> [WHAT THE EXERCISE ASKS]: Nothing but the pictures should be dropped when the records are transcribed word for word.

> [SUPPLIED RECORDS]:
------------------------------------------------------------------------

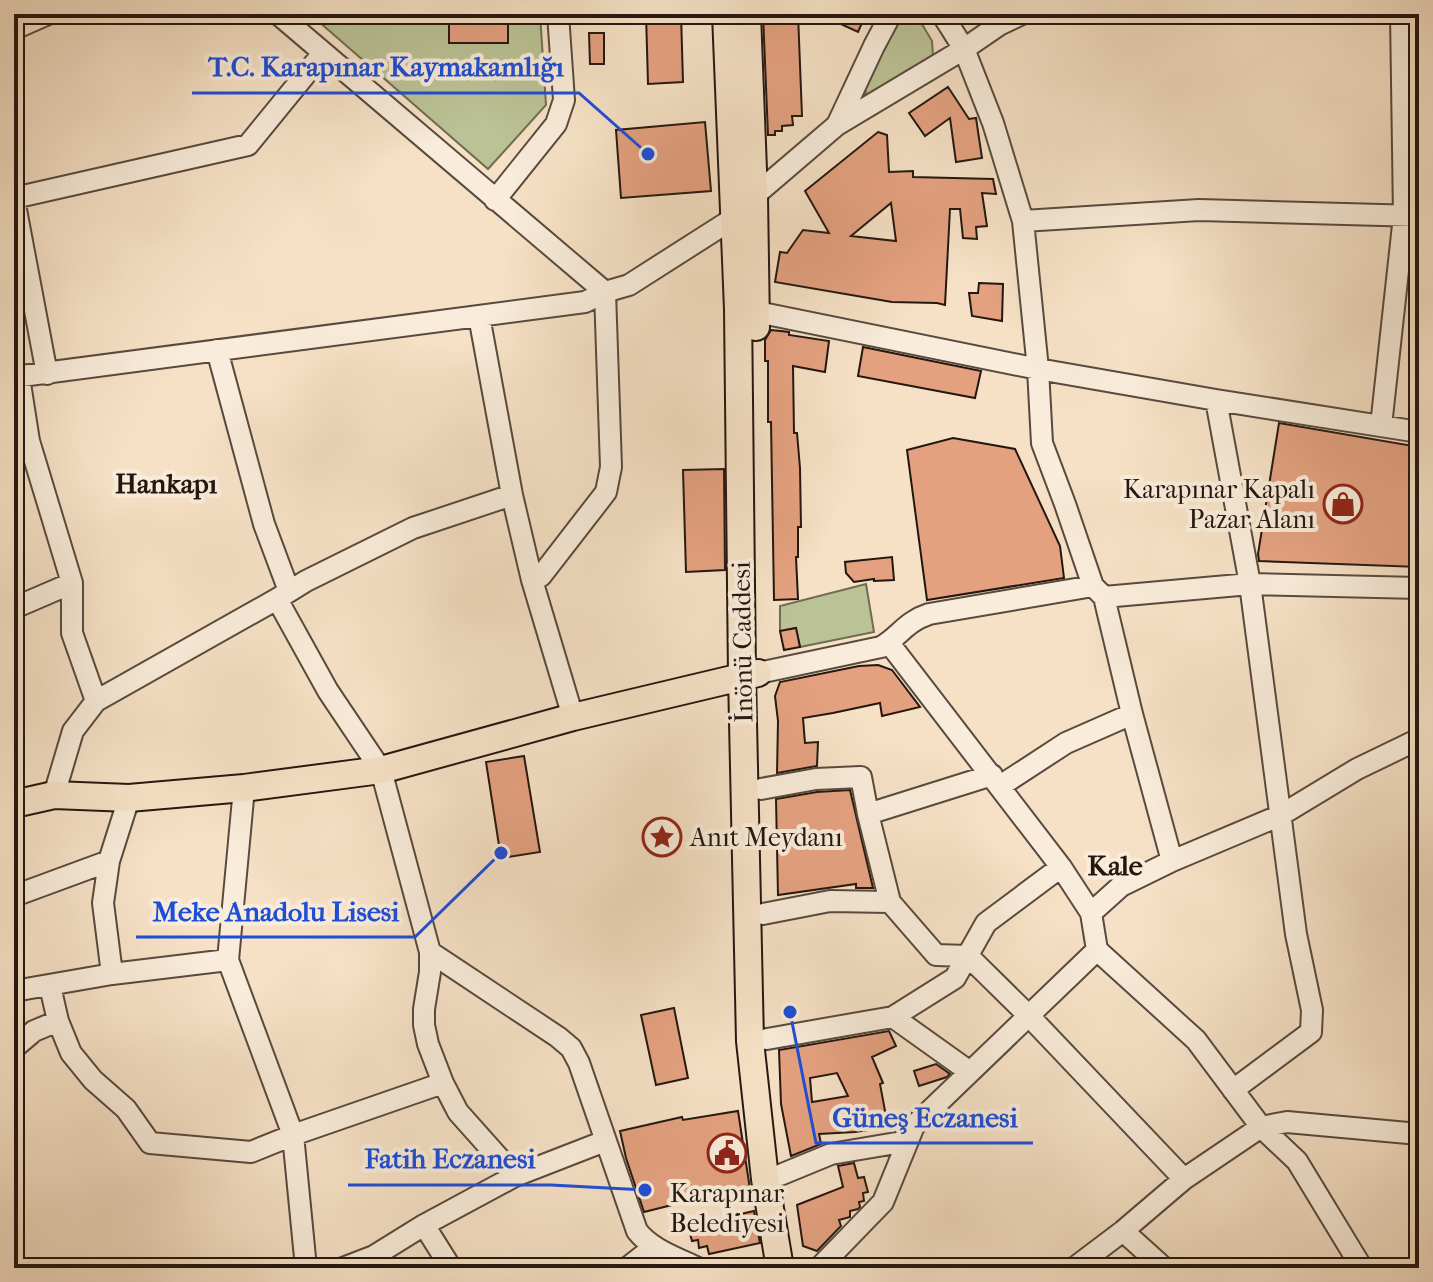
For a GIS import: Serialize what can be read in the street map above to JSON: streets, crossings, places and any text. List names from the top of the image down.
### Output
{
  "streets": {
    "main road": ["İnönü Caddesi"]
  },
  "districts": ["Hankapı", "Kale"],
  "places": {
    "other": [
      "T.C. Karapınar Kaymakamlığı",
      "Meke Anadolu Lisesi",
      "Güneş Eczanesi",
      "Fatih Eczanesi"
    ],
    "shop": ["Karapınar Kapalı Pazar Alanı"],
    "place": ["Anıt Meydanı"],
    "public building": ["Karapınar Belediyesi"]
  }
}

------------------------------------------------------------------------

> [SOLUTION TO THIS TASK]:
For a GIS import: Serialize what can be read in the street map above to JSON: streets, crossings, places and any text. List names from the top of the image down.
### Output
{
  "streets": {
    "main road": ["İnönü Caddesi"]
  },
  "districts": ["Hankapı", "Kale"],
  "places": {
    "other": [
      "T.C. Karapınar Kaymakamlığı",
      "Meke Anadolu Lisesi",
      "Güneş Eczanesi",
      "Fatih Eczanesi"
    ],
    "shop": ["Karapınar Kapalı Pazar Alanı"],
    "place": ["Anıt Meydanı"],
    "public building": ["Karapınar Belediyesi"]
  }
}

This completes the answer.